While conventional models generally provide statistically reasonable fits to the overall wind speed distribution, they assign equal weight to all wind speed intervals, regardless of their actual contribution to power generation. Consequently, even minor mismatches in wind speed ranges that play a dominant role in energy production can accumulate, resulting in a substantial decline in AEP estimation accuracy.
These findings highlight the inherent limitations of conventional distribution-fitting approaches in AEP prediction and emphasize the necessity of adopting a weighted estimation method that accounts for the varying contributions of each wind speed bin.

4.2. Determination of the Optimal Weight Exponent (β)

The WMLE method enhances AEP estimation accuracy by applying wind-speed-specific weights based on the contribution of each wind speed bin to energy production. The performance of WMLE is highly sensitive to the selection of β. β functions as a tuning parameter that regulates the degree of emphasis placed on wind speed ranges with higher AEP contributions. Smaller β values result in weighting patterns similar to conventional MLE, whereas larger β values amplify the impact of AEP-dominant ranges, thereby aligning the estimation more closely with the actual energy production characteristics of the turbine.
This section evaluates the sensitivity of WMLE to varying β values by assessing its AEP prediction performance across a range from 1.0 to 3.5 in 0.25 increments. A comprehensive analysis based on multiple GOF indicators was conducted, and the results are presented in Figure 4.
As shown in Figure 4a,c, MAE and RMSE reached their minimum values across all sites within the range of β = 2.5–3.25, corresponding to relatively low differences of about 100 MWh. Figure 4b illustrates that RER achieved its lowest error rates when β ≥ 3.0, whereas Figure 4d shows that CER reached its minimum at β = 2.5 or 3.5, depending on the site.
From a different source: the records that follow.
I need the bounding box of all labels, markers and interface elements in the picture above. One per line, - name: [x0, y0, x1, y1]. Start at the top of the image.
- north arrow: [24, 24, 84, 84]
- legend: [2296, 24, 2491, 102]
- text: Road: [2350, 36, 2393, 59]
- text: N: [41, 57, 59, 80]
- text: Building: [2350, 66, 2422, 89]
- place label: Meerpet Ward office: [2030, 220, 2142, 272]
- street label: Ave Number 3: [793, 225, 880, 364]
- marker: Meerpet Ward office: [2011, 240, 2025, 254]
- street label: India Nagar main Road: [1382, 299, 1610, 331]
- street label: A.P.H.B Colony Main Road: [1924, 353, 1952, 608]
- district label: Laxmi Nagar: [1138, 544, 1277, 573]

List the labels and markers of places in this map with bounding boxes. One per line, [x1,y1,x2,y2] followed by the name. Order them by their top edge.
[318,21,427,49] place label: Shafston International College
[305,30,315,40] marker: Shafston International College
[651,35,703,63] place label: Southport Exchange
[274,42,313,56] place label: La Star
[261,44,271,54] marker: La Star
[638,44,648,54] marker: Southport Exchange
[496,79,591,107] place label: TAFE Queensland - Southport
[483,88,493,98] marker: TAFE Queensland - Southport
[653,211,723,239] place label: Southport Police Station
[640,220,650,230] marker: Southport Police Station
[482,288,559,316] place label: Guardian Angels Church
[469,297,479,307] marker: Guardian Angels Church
Although the optimal β values varied across sites depending on the specific GOF metric, WMLE consistently demonstrated stable and high performance within the range of β = 2.5 to 3.5.
Based on these results, this study determined the optimal β value for each site by assigning equal importance to the four GOF metrics, as summarized in Table 4. The optimal β values were identified as 2.5 for Jeonnam, 3.5 for Jeju, and 3.0 for both Gyeongnam and Ulsan.
The obtained results suggest that WMLE provides a more accurate fit for wind speed ranges corresponding to the turbine’s power generation region than conventional wind statistical models. In addition, a detailed comparison between WMLE (under varying β values) and conventional statistical models for each site is presented in Appendix A Table A5, Table A6, Table A7 and Table A8.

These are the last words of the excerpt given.